Le procureur du roi près le tribunal de première instance du département de la Seine, séant à Paris,

Vu les pièces du procès instruit contre :

1° Pierre-Jean de Béranger, etc.

En ce qui touche Pierre-Jean de Béranger,

Attendu qu’il existe contre lui charges suffisantes ;

1° D’avoir commis le délit d’offense envers la personne du roi ;

2° D’avoir commis le délit d’outrage envers la morale publique et religieuse et les bonnes mœurs ;

3° D’avoir provoqué et excité à la guerre civile, provocation non suivie d’effets ;

4° D’avoir provoqué au port public d’un signe extérieur de ralliement non autorisé par le roi, provocation non suivie d’effets ;

Et ce, en composant et faisant imprimer et publiant un ouvrage en deux volumes, ayant pour titre Chansons par P.-J. de Béranger. — À Paris, chez les marchands de nouveautés, 1821 ; et notamment dans les passages suivants :

Tome Premier. — Chansons intitulées :

La Bacchante, pages 22 et suivantes ;
Le Sénateur, page 27 ;
Ma Grand’mère, page 40 ;
Deo Gratias d’un Épicurien, page 53 ;
La Descente aux Enfers, page 78 ;
Mon Curé, page 170 ;
Margot, page 234 ;

Tome Second. — Chansons intitulées :

Le Soir des Noces, page 61 ;
Les Capucins, page 67 ;
Les Chantres de paroisse, page 113 ;
Le Prince de Navarre, septième couplet, p. 127 ;
Les Missionnaires, page 144 ;
L’Enrhumé, sixième couplet, page 198 ;
Le Bon Dieu, page 207 ;
Le Vieux Drapeau, page 210 ;

Délits prévus par les articles 1, 2, 3 et 5, §§ III, VIII et IX de la loi du 17 mai 1819, et 91 du Code pénal ;

Attendu, quant à l’exception de prescription relative à quelques chansons réimprimées,

Que cette exception est opposée, qu’il y a lieu dès à présent d’y statuer ;

Attendu que la réimpression d’un écrit est une publication, que l’article 29 de la loi du 26 mai 1819 fait courir la prescription à compter du fait de publication qui donnera lieu à la poursuite :

Requérons qu’il plaise à la chambre du conseil déclarer… bonne et valable la saisie faite de l’ouvrage du sieur de Béranger, et non prescrite l’action publique contre celles de ces chansons qui sont réimprimées ; et envoyer sans délai ledit sieur de Béranger devant la cour royale, en état de mandat de dépôt.

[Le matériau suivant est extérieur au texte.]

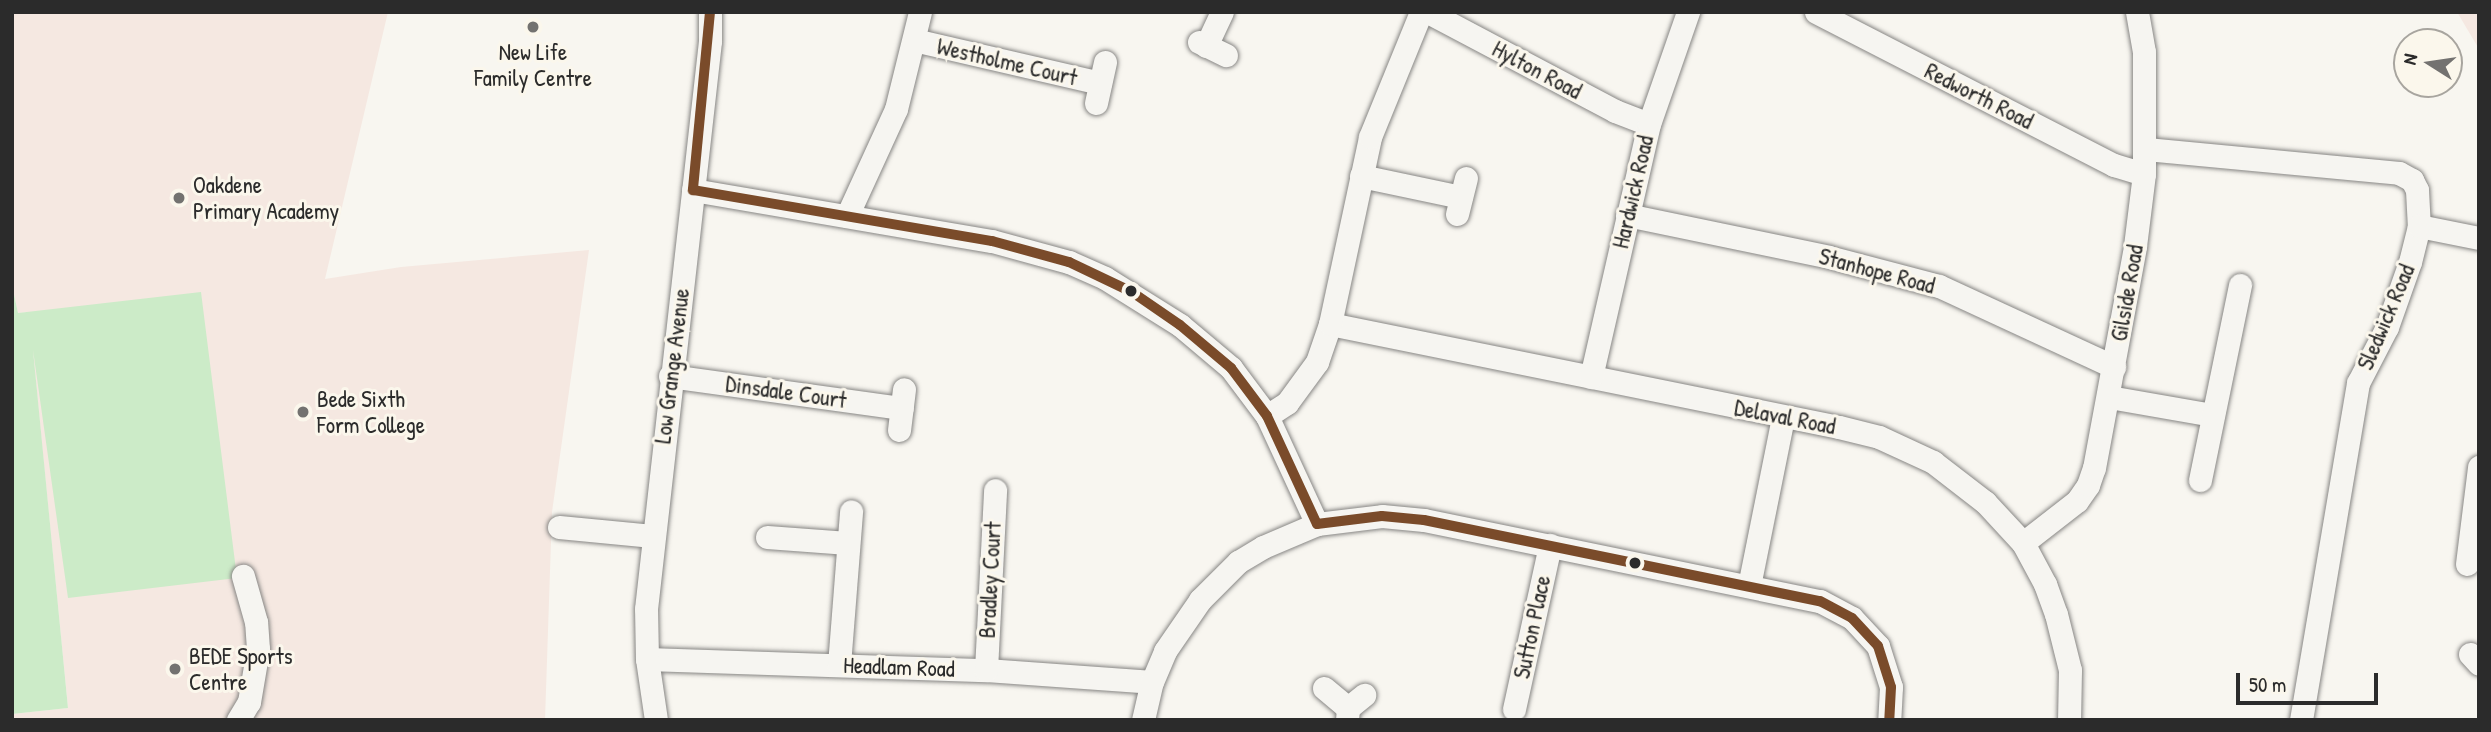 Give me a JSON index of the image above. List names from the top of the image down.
{
  "streets": {
    "street": [
      "Westholme Court",
      "Hylton Road",
      "Redworth Road",
      "Hardwick Road",
      "Stanhope Road",
      "Gilside Road",
      "Sledwick Road",
      "Low Grange Avenue",
      "Dinsdale Court",
      "Delaval Road",
      "Bradley Court",
      "Sutton Place",
      "Headlam Road"
    ]
  },
  "crossings": [
    ["Hylton Road", "Hardwick Road"],
    ["Redworth Road", "Gilside Road"],
    ["Hardwick Road", "Stanhope Road"],
    ["Hardwick Road", "Delaval Road"],
    ["Stanhope Road", "Gilside Road"],
    ["Gilside Road", "Sledwick Road"],
    ["Gilside Road", "Delaval Road"],
    ["Low Grange Avenue", "Dinsdale Court"],
    ["Low Grange Avenue", "Headlam Road"],
    ["Bradley Court", "Headlam Road"]
  ],
  "places": [
    "New Life Family Centre",
    "Oakdene Primary Academy",
    "Bede Sixth Form College",
    "BEDE Sports Centre"
  ],
  "scale_bar": "50 m",
  "north": "left"
}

Fait au parquet, le 5 novembre 1821.


Signé Vincent.


RÉQUISITOIRE.


Le procureur du roi près le tribunal de première instance du département de la Seine ;

Vu le nouvel interrogatoire subi par le sieur de Béranger, le 7 novembre présent mois,

Déclare persister dans le précédent réquisitoire.

Fait au parquet, le 7 novembre 1821.


Signé Vincent.




Nous, avocat-général près la cour royale de Paris, vu les pièces de la procédure, vu un recueil en deux volumes, ayant pour titre Chansons, par M. P.-J. de Béranger. — À Paris, chez les marchands de nouveautés ;

Attendu qu’il y a charges suffisantes dans cet ouvrage, et notamment dans les passages suivants :

Tome Premier. — Chansons intitulées :

La Bacchante, pages 22 et suivantes ;
Ma Grand’mère, page 40 ;
Deo Gratias d’un Épicurien, page 53 ;
La Descente aux Enfers, dernier couplet, page 78 ;
Margot, page 234 ;

Tome Second. — Chansons intitulées :

Les Capucins, page 67 ;
Les Chantres de paroisse, page 113 ;
Le Prince de Navarre, septième couplet, p. 127 ;
Les Missionnaires, page 144 ;
Les Mirmidons, page 177 ;
Le Bon Dieu, page 207 ;
Le Vieux Drapeau, page 210 ;


L’auteur s’est rendu coupable d’outrage envers la morale publique et religieuse et les bonnes mœurs, d’offense envers les membres de la famille royale, et enfin de provocation au port d’un signe extérieur de ralliement non autorisé par le roi ;

Délits prévus par les articles 5, 8 et 19 de la loi du 17 mai 1819 ;

Nous requérons la mise en accusation du sieur Pierre-Jean de Béranger, et son renvoi devant la cour d’assises du département de la Seine, pour y être jugé.

Ce 20 novembre 1821.

Signé De Marchangy..




Extrait de l’ordonnance de la Chambre du conseil du 8 novembre 1821.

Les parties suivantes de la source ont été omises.